At the last minute, before final agreement on the new post-apartheid Constitution, a quick fix was arranged in secret in 1994 between the National Party and the African National Congress - two parties with an unsavoury past in relation to the democratic process - resulting in an electoral law "unique in the world's electoral history", as RW Johnson wrote in the best short account of this travesty, in his book, South Africa: The First Man, The Last Nation (Weidenfeld and Nicolson, 2004, p.208).

For MPs elected to Parliament in  Britain, its constituency-based electoral system makes every one of them accountable to a definite set of ordinary adult human beings in a particular locality. These real human beings select that individual as a party candidate and they can later de-select him or her. Every candidate has to justify his or her record personally to the voters, and each one of them can be sent to the scrapheap if they prove to be junk.

The electoral system, as Johnson pointed out, is "the key to the workings of the ... political system and thus the most important item in the constitution." (p.207. My emphasis).

The problem with the South African electoral law, Johnson continues, is that it is really a "scandalous political bosses' charter." Witness how last year a certain set of political bosses parachuted into the National Assembly a person they wished to install as interim President of the Nation, after it had decided to recall the existing President. How humiliating for both the outgoing and the incoming President - to be summoned like a naughty schoolboy to the Principal's office, or dispatched into office like a parcel. How humiliating for the society, when its most responsible representative is treated in this way!

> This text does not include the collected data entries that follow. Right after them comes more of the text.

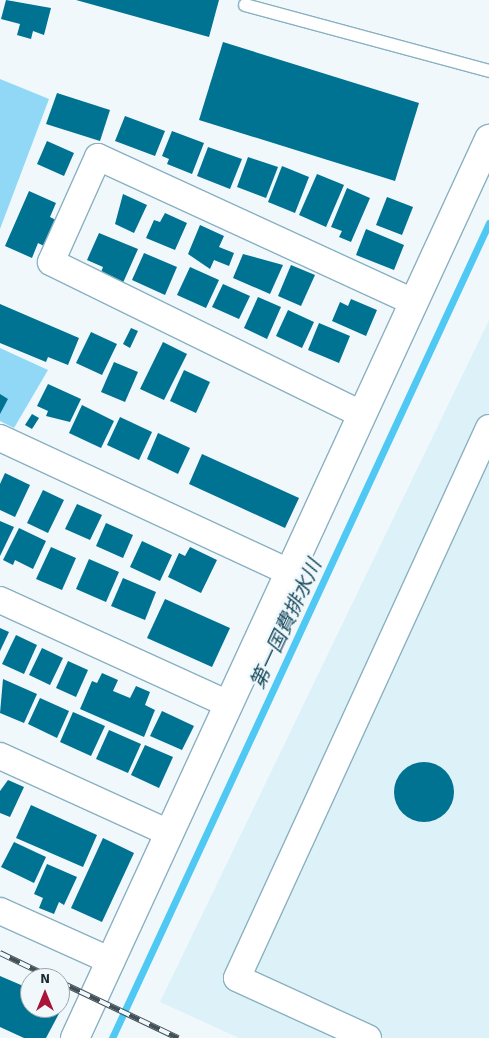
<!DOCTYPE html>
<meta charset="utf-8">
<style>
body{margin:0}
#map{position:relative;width:489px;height:1038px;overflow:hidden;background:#f0f8fc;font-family:Signika,"Noto Sans JP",sans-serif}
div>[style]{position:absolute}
.built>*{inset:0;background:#ddf1f9}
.green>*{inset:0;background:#90d8f6}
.stream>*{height:7px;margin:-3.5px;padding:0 3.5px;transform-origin:3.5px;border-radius:3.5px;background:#4fc8f4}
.building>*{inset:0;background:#007292}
.round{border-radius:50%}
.roads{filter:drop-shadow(1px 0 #8ab1c2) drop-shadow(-1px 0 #8ab1c2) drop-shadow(0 1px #8ab1c2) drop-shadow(0 -1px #8ab1c2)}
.service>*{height:12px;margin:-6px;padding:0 6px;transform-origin:6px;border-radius:6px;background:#fff}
.minor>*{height:26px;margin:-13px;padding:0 13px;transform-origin:13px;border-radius:13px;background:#fff}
.tertiary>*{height:28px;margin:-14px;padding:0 14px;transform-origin:14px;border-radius:14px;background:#fff}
.rail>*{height:5.5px;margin-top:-2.75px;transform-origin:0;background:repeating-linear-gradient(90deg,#f0f8fc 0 11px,#425157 0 22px);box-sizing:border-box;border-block:1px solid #425157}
span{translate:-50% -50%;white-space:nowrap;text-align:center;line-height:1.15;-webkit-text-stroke:5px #f0f8fc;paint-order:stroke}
.water-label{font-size:20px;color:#174a5c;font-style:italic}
.north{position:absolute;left:20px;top:968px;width:50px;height:50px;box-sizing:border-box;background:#f0f8fc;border:1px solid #9aa5aa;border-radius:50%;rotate:0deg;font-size:14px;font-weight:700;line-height:20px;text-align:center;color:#18282e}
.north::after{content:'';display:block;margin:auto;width:18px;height:22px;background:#ab1439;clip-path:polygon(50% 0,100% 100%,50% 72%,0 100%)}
</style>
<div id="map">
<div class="built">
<i style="clip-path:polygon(489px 320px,489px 1038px,239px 1038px,160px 1002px)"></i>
</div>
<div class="green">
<i style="clip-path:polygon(0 79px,49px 99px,0 229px)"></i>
<i style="clip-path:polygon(0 348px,48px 370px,14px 428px,0 421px)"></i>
</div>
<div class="stream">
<i style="left:112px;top:1038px;width:898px;rotate:-65.18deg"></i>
</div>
<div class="building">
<i style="clip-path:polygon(6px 0,51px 8px,44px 35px,33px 31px,31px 39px,17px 35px,20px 24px,1px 19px)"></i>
<i style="clip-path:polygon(76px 0,219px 0,209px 37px)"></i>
<i style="clip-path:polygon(223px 42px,419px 103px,395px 181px,199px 120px)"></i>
<i style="clip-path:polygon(57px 93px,110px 110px,100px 141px,46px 124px)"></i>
<i style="clip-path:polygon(125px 116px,165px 131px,155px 156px,115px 141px)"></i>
<i style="clip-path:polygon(172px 131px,204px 143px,192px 174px,167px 164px,169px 159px,162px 156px)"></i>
<i style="clip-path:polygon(47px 141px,74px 153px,64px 176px,37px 164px)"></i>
<i style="clip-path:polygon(208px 147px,242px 159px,230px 189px,197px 176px)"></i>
<i style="clip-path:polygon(248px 157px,278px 167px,266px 198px,237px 187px)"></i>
<i style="clip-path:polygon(282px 166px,309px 177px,295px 213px,268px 202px)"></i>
<i style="clip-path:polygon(317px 174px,344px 185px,326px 227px,299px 215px)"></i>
<i style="clip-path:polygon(347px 188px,370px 198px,351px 242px,339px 237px,342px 231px,331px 227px)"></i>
<i style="clip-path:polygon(29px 191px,56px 203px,50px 217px,56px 220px,44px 246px,38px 243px,32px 258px,5px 246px)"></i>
<i style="clip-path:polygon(123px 194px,147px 205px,134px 233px,115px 224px)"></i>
<i style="clip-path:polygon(387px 197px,413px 207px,402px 235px,376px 225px)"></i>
<i style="clip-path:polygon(165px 213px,187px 223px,175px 250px,146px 238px,154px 220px,160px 222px)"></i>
<i style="clip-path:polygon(200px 225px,224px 236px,219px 247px,234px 253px,229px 266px,214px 260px,210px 269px,188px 254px)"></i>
<i style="clip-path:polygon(366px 229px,404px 245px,394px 270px,356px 255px)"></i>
<i style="clip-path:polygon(99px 233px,138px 249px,122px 285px,100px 275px,103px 267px,87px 260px)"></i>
<i style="clip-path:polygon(144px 253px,177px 267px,165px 295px,132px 280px)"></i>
<i style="clip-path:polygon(243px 254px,283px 265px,270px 294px,233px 278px)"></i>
<i style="clip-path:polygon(291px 265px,315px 275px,301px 306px,278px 296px)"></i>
<i style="clip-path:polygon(190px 267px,219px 280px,206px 308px,177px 295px)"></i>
<i style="clip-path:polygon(223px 284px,250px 296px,239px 319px,212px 307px)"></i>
<i style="clip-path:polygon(258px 297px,281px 307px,267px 339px,244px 328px)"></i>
<i style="clip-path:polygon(351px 299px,377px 310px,366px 336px,332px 321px,340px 302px,348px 306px)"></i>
<i style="clip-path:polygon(0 304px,79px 338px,68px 365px,48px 357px,46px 362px,0 343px)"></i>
<i style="clip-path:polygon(288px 310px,314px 322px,302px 348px,276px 336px)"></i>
<i style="clip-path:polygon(319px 323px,350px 336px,339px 363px,308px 350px)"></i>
<i style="clip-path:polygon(131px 328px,138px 331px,130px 348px,123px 344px)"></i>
<i style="clip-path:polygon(91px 332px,117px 344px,102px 375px,76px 363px)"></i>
<i style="clip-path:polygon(163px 342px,187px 354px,164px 400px,140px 389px)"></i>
<i style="clip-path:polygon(114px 362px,138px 372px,125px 402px,101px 392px)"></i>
<i style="clip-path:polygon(184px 370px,210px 382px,196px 413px,170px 401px)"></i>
<i style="clip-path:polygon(48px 384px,81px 399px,70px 422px,46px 416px,48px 411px,37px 406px)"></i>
<i style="clip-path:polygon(0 394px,8px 399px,0 414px)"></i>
<i style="clip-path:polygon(82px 405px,114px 421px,101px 448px,69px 433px)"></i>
<i style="clip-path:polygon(32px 414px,39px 418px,32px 429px,25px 425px)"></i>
<i style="clip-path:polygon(120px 417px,152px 432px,139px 460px,107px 445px)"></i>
<i style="clip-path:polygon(158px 433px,190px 448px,178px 474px,147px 459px)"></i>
<i style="clip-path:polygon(202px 454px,299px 498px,285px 528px,189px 484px)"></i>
<i style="clip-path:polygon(5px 473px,30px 485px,15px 517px,0 510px,0 484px)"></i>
<i style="clip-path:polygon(43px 490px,64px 500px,48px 533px,27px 523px)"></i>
<i style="clip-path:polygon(77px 504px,102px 515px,90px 540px,65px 529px)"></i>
<i style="clip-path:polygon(0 521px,14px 527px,0 556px)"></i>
<i style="clip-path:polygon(106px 523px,133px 535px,123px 558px,96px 546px)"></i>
<i style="clip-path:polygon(19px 528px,46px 541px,33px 569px,15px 560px,13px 565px,3px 560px)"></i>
<i style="clip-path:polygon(142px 541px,172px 555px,160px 581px,130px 567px)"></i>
<i style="clip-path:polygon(51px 547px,76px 558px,62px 590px,36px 579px)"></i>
<i style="clip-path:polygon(190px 547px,217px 560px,201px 593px,168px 577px,179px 553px,185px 556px)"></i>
<i style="clip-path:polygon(89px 559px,119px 572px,106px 602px,76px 589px)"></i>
<i style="clip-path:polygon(123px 578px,156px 592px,145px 620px,111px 606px)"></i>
<i style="clip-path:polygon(165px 599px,230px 628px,212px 667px,147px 638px)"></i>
<i style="clip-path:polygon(0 628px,9px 632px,0 651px)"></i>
<i style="clip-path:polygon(16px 635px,37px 645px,24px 674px,2px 664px)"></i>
<i style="clip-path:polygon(42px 648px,63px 658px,50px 685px,29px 675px)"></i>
<i style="clip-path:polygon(68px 661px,88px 670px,76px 697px,56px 688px)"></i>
<i style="clip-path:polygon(102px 673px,118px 680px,113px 691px,130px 698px,136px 686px,150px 692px,145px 705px,155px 710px,144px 737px,80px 709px,92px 681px,97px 683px)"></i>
<i style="clip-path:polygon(3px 679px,37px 694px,24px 723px,0 713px)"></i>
<i style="clip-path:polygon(40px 698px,69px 711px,57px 738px,28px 724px)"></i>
<i style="clip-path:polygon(162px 711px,194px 726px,182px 750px,150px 736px)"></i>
<i style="clip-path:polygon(73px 712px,105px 726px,91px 756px,60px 742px)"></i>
<i style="clip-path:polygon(109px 730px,141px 744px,128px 773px,96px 759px)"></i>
<i style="clip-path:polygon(145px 745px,173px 757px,159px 788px,131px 775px)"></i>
<i class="round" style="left:394px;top:762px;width:60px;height:60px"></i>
<i style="clip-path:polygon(8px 780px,24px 787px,10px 817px,0 813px,0 791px)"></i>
<i style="clip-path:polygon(31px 805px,97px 835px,83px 867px,16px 838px)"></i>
<i style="clip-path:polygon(103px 838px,134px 853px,102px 922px,71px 908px)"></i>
<i style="clip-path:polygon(14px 842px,46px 857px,34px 883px,1px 867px)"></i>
<i style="clip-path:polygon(47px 864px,77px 877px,64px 905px,59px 902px,54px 914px,39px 908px,43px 898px,34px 894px)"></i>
<i style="clip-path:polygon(0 976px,28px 988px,30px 984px,30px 1008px,63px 1006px,46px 1038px,24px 1038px,0 1027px)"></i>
</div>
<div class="roads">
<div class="service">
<i style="left:245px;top:5px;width:253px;rotate:15.1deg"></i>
</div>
<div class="minor">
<i style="left:361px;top:414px;width:345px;rotate:-153.9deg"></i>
<i style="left:51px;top:262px;width:115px;rotate:-65.9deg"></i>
<i style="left:98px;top:157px;width:347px;rotate:24.7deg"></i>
<i style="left:0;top:438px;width:316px;rotate:24.9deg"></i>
<i style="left:0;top:600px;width:248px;rotate:24.5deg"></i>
<i style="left:0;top:756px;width:183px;rotate:24.5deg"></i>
<i style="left:0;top:911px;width:122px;rotate:24.2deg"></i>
<i style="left:368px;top:1038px;width:144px;rotate:-155.4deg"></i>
<i style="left:237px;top:978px;width:605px;rotate:-65.38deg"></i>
</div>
<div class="tertiary">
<i style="left:75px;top:1038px;width:990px;rotate:-65.27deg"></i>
</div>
</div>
<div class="rail">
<i style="left:0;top:953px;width:58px;rotate:25.7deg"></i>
<i style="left:60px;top:982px;width:131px;rotate:25.4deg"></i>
</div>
<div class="water-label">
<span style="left:286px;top:624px;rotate:-65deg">第一国費排水川</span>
</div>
<div class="north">N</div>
</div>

With no constituencies at all in South Africa, as Johnson points out, there is "no possibility for local communities to have any control over their representatives or to choose who they might be". Even when MPs die or resign, there are no by-elections. 400 MPs are elected on a purely proportional basis from party lists. Any MP who disagrees with his or her party can be thrown out of the National Assembly by the party bosses, who are given the power to move people at will into and out of seats in parliament and the provincial assemblies.

As Johnson argued, this is a "monstrous" system. Of necessity it has "vitiated many of the democratic provisions in the rest of the constitution", providing the executive with the power to exercise unaccountable control over MPs from above. (p.208) Parliament under these conditions can only be a fiction, a cipher, a rubber stamp, a lie, in which a pack of salaried and pensionable placeholders go through the motions of democratic debate when in reality every real decision has already been taken elsewhere. It is a mockery of the century-old struggle of this society for a real and meaningful franchise.

One need only compare the nationally validated and complex process in which Parliament in Britain, goaded by transparency in the press, moved last week to eject its Speaker, with the process by which the former Deputy President of the country, Ms Baleka Mbete, herself a former Speaker of the National Assembly, was removed from parliament in South Africa a few weeks ago, like a naughty schoolgirl. Once beyond sanction in the Assembly over her conduct in the matter of her driver's license, all of a sudden this MP - one of the most powerful people in the country - lost all status, and was swept out like the rubbish.

And not a soul complained.

As a reader wrote in a letter in the Daily Telegraph on the day on which Speaker Martin announced his resignation, the previous ten days had "buried the idea of proportional representation" in Britain.

"If I believe an MP is a hypocritical thief, then I can vote against him (or her). How do I do that with PR? Or is that the idea?"